This is an old revision of the document!

Chapter 3

In this chapter, we will introduce the basic definitions surrounding graphs, and list a spectrum of different algorithmic settings where graphs arise naturally. We will then discuss some basic algorithmic primitives for graphs, beginning with the problem of connectivity and developing some fundamental graph search techniques.

3.1 Basic Definitions and Applications

3.1.1 Definitions

A graph consists of a collection V of nodes (or vertices) and a collection E of edges, each of which “joins” two of the nodes. We thus represent an edge e ∈ E as a two-element subset of V: e = {u, v} for some u, v ∈ V, where we call u and v the ends of e.

A directed graph G’ consists of a set of nodes V and a set of directed edges E’, where each e’ ∈ E’ is an ordered pair (u, v).
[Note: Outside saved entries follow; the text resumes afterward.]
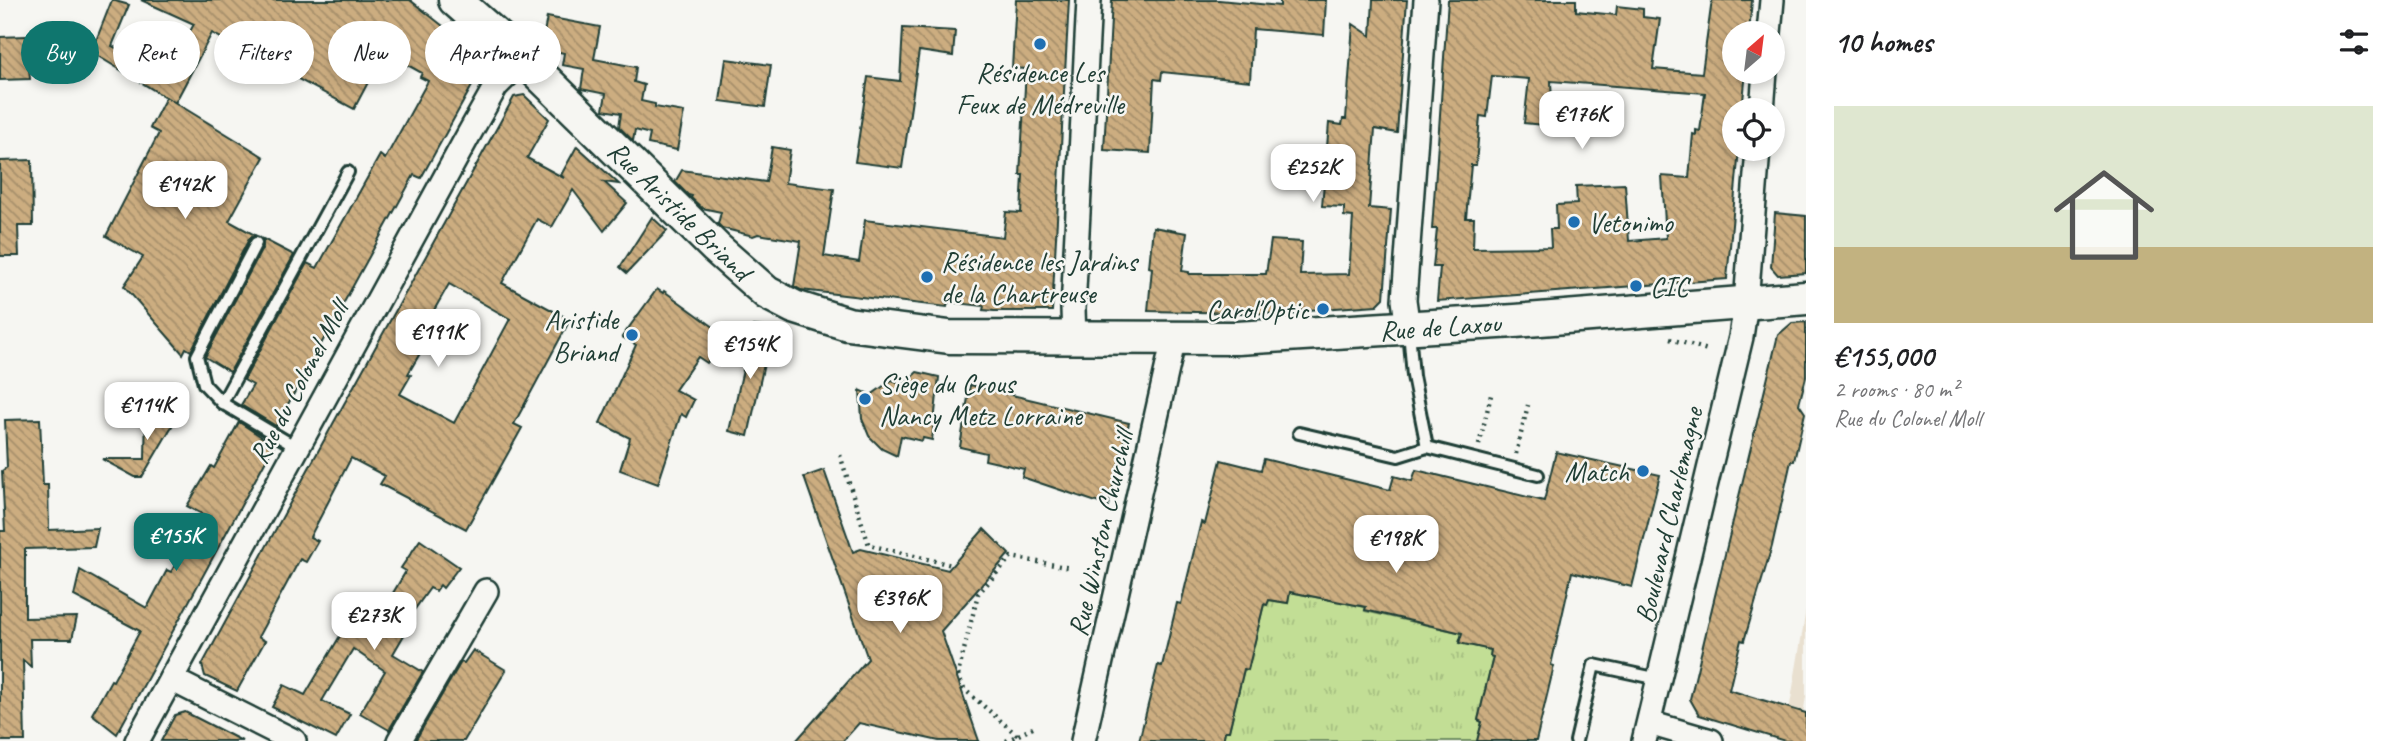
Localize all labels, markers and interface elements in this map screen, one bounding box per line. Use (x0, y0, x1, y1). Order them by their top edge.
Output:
chip: Buy (21, 21, 99, 84)
chip: Rent (113, 21, 200, 84)
chip: Filters (214, 21, 314, 84)
chip: New (328, 21, 411, 84)
chip: Apartment (425, 21, 561, 84)
north arrow (1722, 21, 1785, 84)
map controls (1722, 21, 1785, 161)
text: 10 homes (1834, 23, 1932, 61)
icon: filters (2335, 23, 2373, 61)
marker: Résidence Les Feux de Médreville (1032, 36, 1048, 52)
place label: Résidence Les Feux de Médreville (956, 55, 1126, 122)
pin: €176K (1533, 92, 1631, 151)
button: locate (1722, 98, 1785, 161)
text: €176K (1555, 99, 1609, 128)
street label: Rue Aristide Briand (601, 133, 762, 290)
pin: €252K (1264, 144, 1362, 204)
text: €252K (1287, 152, 1339, 181)
icon: home (2041, 152, 2167, 278)
pin: €142K (136, 162, 234, 221)
text: €142K (158, 169, 212, 198)
place label: Vetonimo (1588, 205, 1675, 240)
marker: Vetonimo (1566, 214, 1582, 230)
place label: Résidence les Jardins de la Chartreuse (941, 244, 1139, 311)
marker: Résidence les Jardins de la Chartreuse (919, 269, 935, 285)
place label: CIC (1650, 269, 1691, 304)
marker: CIC (1628, 278, 1644, 294)
street label: Rue du Colonel Moll (241, 290, 358, 469)
place label: Carol'Optic (1206, 292, 1311, 327)
marker: Carol'Optic (1315, 301, 1331, 317)
place label: Aristide Briand (545, 302, 622, 369)
street label: Rue de Laxou (1378, 305, 1503, 348)
pin: €191K (389, 310, 487, 369)
text: €191K (412, 317, 464, 346)
pin: €154K (701, 322, 799, 381)
marker: Aristide Briand (624, 327, 640, 343)
text: €154K (724, 329, 776, 358)
text: €155,000 (1834, 337, 1933, 375)
place label: Siège du Crous Nancy Metz Lorraine (879, 366, 1084, 433)
text: 2 rooms · 80 m² (1834, 375, 1958, 404)
pin: €114K (98, 382, 196, 442)
text: €114K (120, 390, 174, 419)
marker: Siège du Crous Nancy Metz Lorraine (857, 391, 873, 407)
street label: Boulevard Charlemagne (1627, 402, 1711, 626)
text: Rue du Colonel Moll (1834, 404, 1981, 433)
street label: Rue Winston Churchill (1060, 422, 1142, 639)
place label: Match (1565, 454, 1629, 489)
marker: Match (1635, 463, 1651, 479)
pin: €155K (127, 514, 225, 573)
pin: €198K (1347, 516, 1445, 575)
text: €155K (150, 521, 202, 550)
text: €198K (1370, 523, 1422, 552)
pin: €396K (851, 576, 949, 635)
text: €396K (873, 583, 927, 612)
pin: €273K (325, 592, 423, 652)
text: €273K (348, 600, 401, 629)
By contrast, an undirected graph is one in which the roles of u and v in a pair (u, v) for an edge e are interchangeable.
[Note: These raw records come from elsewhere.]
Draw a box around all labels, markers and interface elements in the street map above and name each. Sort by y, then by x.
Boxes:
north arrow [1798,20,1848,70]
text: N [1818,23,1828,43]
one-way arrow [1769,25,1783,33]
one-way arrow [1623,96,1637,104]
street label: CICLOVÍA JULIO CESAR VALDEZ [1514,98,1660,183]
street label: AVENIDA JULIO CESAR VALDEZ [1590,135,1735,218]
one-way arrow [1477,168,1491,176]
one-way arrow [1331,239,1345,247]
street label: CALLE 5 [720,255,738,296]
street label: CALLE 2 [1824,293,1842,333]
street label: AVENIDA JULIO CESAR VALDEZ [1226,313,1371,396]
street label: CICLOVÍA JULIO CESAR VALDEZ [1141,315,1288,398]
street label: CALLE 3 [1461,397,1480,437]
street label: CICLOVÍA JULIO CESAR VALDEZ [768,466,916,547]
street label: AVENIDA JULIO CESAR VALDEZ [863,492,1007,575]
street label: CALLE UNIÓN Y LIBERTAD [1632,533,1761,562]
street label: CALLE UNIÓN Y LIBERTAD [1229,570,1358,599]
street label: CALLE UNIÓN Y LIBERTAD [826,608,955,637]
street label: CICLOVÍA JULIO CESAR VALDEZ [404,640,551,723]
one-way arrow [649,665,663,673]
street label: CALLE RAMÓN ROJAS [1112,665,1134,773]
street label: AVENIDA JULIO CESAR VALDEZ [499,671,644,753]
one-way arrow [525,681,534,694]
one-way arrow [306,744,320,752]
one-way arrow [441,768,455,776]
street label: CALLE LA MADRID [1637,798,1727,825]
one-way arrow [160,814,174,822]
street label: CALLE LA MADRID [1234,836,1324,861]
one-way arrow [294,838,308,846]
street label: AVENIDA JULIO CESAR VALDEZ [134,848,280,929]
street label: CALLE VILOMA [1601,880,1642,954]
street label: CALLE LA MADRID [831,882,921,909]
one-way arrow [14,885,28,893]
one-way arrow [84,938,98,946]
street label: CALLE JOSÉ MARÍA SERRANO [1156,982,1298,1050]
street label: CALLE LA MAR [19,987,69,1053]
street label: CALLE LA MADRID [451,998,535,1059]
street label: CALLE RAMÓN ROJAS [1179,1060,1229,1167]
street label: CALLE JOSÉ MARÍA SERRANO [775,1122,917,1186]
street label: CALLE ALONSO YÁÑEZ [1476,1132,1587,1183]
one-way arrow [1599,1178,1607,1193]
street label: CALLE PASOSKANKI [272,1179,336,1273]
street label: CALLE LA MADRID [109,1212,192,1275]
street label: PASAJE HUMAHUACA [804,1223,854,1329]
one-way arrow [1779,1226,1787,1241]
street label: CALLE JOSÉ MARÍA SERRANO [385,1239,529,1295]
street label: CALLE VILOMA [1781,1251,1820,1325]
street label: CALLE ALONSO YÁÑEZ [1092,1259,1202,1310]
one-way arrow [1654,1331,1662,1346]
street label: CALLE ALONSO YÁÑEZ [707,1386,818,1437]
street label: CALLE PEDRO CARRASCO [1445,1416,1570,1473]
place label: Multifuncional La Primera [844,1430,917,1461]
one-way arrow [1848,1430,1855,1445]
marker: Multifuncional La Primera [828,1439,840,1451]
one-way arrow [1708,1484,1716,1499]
3.1.2 Examples of Applications of Graphs

Some well known examples of applications of graphs are given below:

Transportation networks (e.g. the map of routes served by an airline carrier)
Communication networks (e.g. a collection of computers connected via a network)
Information networks (e.g. the World Wide Web)
Social networks (e.g. Facebook)
Dependency networks (e.g for the list of courses offered by a college, we could have a node for each course and an edge from u to v if u is a prerequisite for v.)

3.1.3 Paths and Connectivity

A path in an undirected graph G = (V, E) is defined to be a sequence P of nodes v_1, v_2, … , v_k-1, v_k with the property that each consecutive pair v_i, v_i+1 is joined by an edge in G.

A path is called simple if all its nodes are distinct from one another.

A cycle is a path v_1, v_2, … , v_k-l, v_k in which k > 2, the first k-1 nodes are all distinct, and v_1 = v_k. In other words, the sequence of nodes “cycles back” to where it began.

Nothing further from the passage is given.